- The Washington Times - Wednesday, May 2, 2007

Brendan Haywood is the pouter without a cause, to rework the title of an old flick.

He left the team’s bench in the final seconds of Game 4 and made the solitary trek to the locker room, no doubt with the conviction that Eddie Jordan is the most unfair coach in the history of the game.

This would be gut-splitting stuff if Haywood did not truly believe he is the victim of a vast conspiracy, right wing or left immaterial.

Haywood always has a quick retort for those who question his attitude and production — minutes.

Haywood’s obsession with minutes is not unusual in the NBA. It is the one column of the box score that is controlled by the coach. And if a coach is not inclined to grant a player sufficient minutes, a player is not able to fill up the rest of the columns in the box score to his liking.

If Jordan ever could grasp the error of his thinking, Haywood would be a triple-double center.

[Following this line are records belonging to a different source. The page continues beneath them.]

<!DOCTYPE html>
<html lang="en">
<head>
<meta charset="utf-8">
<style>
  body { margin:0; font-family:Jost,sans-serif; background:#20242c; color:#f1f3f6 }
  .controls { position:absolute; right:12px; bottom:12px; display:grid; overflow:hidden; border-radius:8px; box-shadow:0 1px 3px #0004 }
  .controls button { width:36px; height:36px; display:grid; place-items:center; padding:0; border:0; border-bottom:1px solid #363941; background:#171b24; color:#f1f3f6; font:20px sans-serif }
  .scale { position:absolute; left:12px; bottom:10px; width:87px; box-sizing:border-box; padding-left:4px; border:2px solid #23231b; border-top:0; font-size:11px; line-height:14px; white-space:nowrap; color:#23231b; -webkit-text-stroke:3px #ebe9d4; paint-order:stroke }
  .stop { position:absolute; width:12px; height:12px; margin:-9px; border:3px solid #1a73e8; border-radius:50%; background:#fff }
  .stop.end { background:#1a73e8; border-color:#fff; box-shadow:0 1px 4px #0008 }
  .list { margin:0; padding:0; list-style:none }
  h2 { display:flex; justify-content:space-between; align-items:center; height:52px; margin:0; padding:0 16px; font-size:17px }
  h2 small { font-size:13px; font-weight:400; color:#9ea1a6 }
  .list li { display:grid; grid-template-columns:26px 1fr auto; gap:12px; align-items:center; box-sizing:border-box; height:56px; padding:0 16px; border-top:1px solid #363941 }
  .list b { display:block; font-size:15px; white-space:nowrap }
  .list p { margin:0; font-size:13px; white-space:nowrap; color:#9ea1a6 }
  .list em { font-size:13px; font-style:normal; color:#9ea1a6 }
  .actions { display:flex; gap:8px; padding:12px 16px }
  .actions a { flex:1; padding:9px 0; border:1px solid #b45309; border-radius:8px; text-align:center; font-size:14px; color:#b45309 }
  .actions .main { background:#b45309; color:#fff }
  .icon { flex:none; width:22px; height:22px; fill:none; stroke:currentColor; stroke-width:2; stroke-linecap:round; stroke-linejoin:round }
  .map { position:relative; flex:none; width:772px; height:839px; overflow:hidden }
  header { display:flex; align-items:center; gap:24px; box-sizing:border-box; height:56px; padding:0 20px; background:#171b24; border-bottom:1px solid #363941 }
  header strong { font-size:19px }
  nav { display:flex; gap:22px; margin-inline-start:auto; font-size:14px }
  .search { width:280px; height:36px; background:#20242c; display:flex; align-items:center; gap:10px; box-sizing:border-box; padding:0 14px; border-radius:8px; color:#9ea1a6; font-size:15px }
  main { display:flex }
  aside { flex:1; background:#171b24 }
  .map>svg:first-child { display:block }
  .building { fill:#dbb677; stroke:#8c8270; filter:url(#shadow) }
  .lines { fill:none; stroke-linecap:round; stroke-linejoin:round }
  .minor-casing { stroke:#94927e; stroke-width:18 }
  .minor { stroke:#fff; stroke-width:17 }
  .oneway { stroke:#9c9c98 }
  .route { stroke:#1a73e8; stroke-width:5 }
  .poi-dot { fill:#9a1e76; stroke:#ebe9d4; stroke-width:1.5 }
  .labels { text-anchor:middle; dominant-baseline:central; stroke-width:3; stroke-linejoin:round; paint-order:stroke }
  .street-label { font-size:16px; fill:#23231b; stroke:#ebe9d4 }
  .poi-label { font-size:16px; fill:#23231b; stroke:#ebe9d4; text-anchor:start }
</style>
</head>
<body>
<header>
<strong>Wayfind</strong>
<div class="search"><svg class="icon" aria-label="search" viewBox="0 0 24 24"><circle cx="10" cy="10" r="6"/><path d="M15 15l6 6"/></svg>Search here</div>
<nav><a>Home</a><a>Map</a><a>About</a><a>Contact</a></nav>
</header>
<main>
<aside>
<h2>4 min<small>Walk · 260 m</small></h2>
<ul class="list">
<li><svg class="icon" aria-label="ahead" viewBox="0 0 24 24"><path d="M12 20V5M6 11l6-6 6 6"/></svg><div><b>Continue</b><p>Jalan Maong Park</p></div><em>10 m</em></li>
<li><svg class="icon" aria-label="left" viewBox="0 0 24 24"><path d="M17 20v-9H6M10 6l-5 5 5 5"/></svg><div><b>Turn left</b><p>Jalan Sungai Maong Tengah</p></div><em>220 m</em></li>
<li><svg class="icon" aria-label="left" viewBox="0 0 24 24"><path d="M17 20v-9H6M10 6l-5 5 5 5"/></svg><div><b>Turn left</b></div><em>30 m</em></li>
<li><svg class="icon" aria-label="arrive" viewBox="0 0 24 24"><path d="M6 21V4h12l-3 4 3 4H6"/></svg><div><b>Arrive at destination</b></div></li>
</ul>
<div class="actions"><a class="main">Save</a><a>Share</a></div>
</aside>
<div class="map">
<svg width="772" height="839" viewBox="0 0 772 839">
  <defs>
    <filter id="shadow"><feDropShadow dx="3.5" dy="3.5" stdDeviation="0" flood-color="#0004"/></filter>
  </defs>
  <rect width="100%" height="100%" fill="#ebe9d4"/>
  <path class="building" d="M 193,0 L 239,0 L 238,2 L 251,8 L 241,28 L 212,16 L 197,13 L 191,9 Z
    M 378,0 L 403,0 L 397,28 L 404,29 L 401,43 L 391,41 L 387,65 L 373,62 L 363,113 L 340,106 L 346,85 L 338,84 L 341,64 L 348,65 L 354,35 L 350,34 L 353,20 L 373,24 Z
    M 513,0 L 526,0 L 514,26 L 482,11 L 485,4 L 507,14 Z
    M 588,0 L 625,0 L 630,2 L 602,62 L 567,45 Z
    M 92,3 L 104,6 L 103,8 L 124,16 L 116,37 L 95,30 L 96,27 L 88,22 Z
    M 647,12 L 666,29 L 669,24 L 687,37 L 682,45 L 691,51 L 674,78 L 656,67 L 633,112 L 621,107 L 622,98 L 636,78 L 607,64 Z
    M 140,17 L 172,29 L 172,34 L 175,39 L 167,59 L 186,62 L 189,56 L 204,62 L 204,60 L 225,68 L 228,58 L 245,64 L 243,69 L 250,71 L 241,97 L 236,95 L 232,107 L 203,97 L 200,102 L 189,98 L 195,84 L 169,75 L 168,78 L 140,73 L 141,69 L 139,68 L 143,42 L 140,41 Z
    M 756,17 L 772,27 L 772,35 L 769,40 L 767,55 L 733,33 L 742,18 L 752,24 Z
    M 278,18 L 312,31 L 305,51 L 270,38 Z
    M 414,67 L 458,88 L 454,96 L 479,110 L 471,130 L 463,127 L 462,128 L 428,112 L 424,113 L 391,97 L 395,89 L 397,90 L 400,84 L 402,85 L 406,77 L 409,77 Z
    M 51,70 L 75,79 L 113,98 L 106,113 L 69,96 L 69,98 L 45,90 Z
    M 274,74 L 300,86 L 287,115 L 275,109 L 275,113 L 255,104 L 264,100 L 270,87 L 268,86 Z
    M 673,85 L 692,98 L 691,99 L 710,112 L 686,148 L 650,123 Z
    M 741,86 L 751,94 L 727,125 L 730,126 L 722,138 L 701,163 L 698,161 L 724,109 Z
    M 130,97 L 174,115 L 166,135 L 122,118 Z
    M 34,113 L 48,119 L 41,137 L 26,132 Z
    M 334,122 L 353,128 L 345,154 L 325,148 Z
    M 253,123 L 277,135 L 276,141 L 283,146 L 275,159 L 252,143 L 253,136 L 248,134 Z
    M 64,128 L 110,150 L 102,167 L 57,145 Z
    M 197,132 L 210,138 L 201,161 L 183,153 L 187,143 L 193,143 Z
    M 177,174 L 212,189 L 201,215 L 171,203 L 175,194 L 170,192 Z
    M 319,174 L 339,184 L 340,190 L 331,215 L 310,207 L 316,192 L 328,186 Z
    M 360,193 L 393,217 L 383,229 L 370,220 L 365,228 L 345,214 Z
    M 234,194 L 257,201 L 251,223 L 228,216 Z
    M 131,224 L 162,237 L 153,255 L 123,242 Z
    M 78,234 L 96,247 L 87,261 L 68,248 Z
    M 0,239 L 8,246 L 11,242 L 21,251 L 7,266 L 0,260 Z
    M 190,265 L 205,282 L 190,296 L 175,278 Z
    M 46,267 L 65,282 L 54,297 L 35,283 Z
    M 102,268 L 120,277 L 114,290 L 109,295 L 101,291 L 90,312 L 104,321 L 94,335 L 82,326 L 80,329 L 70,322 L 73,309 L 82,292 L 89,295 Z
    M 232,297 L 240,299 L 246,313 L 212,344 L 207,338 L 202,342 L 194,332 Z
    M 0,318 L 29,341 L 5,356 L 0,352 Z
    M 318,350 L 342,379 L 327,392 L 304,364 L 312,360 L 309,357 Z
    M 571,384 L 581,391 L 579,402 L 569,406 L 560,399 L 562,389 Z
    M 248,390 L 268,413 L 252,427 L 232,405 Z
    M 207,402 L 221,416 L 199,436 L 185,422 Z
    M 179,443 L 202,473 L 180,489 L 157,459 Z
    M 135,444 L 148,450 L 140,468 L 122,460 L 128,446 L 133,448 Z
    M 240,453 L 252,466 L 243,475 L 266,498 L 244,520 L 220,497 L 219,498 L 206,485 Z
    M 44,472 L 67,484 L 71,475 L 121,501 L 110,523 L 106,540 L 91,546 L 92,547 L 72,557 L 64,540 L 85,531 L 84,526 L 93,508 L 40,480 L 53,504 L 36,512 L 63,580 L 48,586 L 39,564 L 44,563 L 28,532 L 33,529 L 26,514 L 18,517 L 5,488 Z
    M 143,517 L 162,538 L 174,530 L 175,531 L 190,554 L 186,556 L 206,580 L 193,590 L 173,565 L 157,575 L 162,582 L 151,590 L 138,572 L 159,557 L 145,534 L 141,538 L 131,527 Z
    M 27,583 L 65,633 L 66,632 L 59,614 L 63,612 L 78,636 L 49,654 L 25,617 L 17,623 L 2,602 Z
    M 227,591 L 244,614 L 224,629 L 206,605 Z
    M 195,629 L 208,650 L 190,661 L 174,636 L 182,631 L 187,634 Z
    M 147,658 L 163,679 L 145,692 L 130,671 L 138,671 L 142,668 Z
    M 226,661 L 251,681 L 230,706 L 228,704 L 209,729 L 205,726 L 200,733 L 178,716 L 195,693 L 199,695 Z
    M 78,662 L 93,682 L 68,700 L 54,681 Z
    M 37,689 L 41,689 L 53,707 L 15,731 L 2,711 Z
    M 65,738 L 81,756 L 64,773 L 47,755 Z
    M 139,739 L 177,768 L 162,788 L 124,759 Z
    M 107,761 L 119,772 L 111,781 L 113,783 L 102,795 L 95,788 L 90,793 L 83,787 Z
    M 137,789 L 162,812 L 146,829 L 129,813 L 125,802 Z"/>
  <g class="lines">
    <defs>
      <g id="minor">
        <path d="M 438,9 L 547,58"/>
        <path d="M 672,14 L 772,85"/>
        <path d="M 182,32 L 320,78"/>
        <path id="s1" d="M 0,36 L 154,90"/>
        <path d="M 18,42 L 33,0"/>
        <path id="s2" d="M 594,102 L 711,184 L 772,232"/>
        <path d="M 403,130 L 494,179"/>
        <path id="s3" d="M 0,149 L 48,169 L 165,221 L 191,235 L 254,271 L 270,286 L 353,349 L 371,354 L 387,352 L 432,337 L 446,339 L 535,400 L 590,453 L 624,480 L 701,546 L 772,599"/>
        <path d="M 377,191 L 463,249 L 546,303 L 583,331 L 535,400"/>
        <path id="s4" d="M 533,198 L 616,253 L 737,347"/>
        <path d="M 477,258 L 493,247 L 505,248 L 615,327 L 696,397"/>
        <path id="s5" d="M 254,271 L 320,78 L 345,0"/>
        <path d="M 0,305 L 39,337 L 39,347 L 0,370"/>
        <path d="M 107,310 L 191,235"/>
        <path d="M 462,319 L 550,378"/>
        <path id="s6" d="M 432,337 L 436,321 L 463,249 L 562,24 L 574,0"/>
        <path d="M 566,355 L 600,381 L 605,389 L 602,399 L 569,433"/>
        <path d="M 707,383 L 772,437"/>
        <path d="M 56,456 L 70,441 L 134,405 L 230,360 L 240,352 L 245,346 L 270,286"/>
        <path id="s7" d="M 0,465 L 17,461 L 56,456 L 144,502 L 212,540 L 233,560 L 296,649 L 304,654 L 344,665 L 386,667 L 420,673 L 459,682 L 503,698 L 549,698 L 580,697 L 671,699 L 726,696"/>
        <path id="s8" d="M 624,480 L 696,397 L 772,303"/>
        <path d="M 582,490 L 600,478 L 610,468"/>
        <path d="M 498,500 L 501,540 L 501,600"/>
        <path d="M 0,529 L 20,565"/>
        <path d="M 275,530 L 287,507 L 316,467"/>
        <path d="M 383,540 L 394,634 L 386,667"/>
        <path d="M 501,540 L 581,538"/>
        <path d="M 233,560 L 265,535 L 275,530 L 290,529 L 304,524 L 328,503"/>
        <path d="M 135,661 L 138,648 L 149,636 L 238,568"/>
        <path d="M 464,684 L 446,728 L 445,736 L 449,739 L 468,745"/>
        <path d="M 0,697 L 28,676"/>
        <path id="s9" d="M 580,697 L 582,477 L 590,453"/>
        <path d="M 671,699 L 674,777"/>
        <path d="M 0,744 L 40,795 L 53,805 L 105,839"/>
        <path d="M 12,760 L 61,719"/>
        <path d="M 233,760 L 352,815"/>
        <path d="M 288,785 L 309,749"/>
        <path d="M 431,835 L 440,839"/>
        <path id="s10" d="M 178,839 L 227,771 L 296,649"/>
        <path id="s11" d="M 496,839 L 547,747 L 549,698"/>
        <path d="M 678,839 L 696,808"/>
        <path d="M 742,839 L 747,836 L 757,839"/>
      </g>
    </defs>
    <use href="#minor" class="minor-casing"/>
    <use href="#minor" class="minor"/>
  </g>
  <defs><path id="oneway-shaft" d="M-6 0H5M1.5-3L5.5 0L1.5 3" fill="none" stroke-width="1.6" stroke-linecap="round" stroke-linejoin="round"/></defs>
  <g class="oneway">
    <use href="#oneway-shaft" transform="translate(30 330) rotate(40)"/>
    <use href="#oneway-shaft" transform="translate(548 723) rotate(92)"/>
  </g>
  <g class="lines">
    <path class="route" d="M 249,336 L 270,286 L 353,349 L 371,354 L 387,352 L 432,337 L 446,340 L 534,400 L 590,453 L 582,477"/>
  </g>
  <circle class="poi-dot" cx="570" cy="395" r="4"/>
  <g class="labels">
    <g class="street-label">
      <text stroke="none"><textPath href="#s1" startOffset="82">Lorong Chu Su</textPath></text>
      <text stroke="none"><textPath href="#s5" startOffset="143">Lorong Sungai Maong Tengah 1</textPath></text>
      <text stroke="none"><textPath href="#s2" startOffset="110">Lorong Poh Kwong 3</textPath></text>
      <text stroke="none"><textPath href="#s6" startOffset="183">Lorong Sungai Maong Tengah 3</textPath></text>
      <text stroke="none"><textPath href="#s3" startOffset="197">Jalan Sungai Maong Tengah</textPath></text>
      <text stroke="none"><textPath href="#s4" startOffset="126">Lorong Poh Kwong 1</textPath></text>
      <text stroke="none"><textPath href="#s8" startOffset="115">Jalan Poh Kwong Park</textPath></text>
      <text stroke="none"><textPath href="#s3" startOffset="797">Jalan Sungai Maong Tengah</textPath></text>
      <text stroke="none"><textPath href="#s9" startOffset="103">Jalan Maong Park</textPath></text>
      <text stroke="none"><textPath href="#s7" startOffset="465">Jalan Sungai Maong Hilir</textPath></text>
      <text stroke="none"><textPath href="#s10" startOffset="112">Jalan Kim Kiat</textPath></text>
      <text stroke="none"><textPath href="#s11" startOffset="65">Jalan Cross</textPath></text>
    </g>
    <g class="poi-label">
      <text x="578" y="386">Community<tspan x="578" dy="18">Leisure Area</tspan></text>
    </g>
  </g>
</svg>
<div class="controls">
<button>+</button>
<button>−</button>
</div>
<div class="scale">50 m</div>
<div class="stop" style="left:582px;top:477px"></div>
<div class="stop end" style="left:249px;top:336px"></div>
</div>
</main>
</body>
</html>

At least that is the implication from Haywood.

It is all on Jordan in Haywood’s opinion.

If so, it is all on Haywood to handle the slight with a modicum of professionalism.

This remains beyond his capacity.

Haywood earned $4.5 million this past season to assuage his frustration. He has another $16.5 million, all guaranteed, coming his way the next three seasons, wherever that might be, though anywhere but Tony Cheng’s neighborhood.

Haywood went from the doghouse to the outhouse with his last display of petulance, from leaving the bench early to removing the name plate above his locker stall.

The latter was perhaps Haywood’s signal saying he wants out, although interpreting the removal of a name plate can be more problematic than reading tea leaves.

His was not a wise gesture, which is consistent with the person.

He was having a self-absorbed snit, while his teammates were dealing with the disappointing end of a season that once held so much promise.

At 27, Haywood is what he is and what he always will be as a player. He has failed to recognize that elementary proposition, which is his everlasting curse.

If the Wizards could transplant Michael Ruffin’s mind-set to Haywood, they just might have had a modestly competent center.

Instead, they function with the ball and chain of the center position, whether because of Haywood’s soft-minded temperament or because of the lack of stature and skill of the Poet and Ruffin.

Andray Blatche, however young and inexperienced, showed the beneficial properties of enthusiasm and energy in Game 4.

He finished with seven points and five rebounds in 21 minutes and probably did not have a clue how he did it. He merely hustled while he was on the floor, and hustle served him well.

Haywood has able teachers in the locker room, whether Antawn Jamison or Antonio Daniels, both willing to sacrifice their numbers for the good of the team, as we saw in the Wizards-Cavaliers series.

Jamison averaged 32 points and 9.8 rebounds in the four games, Daniels 13.3 points and 11.8 assists, gaudy numbers posted in the absence of Gilbert Arenas and Caron Butler.

Yet with Arenas and Butler in the lineup, neither player ever has felt compelled to make demands, either more shots in Jamison’s case or more minutes in Daniels’ case.

Each petition would be considerably stronger than Haywood’s.

Haywood, alas, is incapable of extracting a lesson from them.

He has had a sweet deal on Fun Street, his performance bar set relatively low.

No one expects him to be an All-Star, just a consistent contributor along the order of 10 points and 10 rebounds a game.

Instead, he has fought with Kwame Brown and the Poet, he has giggled with Jared Jeffries, he has sulked around Jordan and now the name plate above his locker stall is gone.

He could end up running to another NBA city.

But Haywood will find that he cannot run from himself, which is the problem.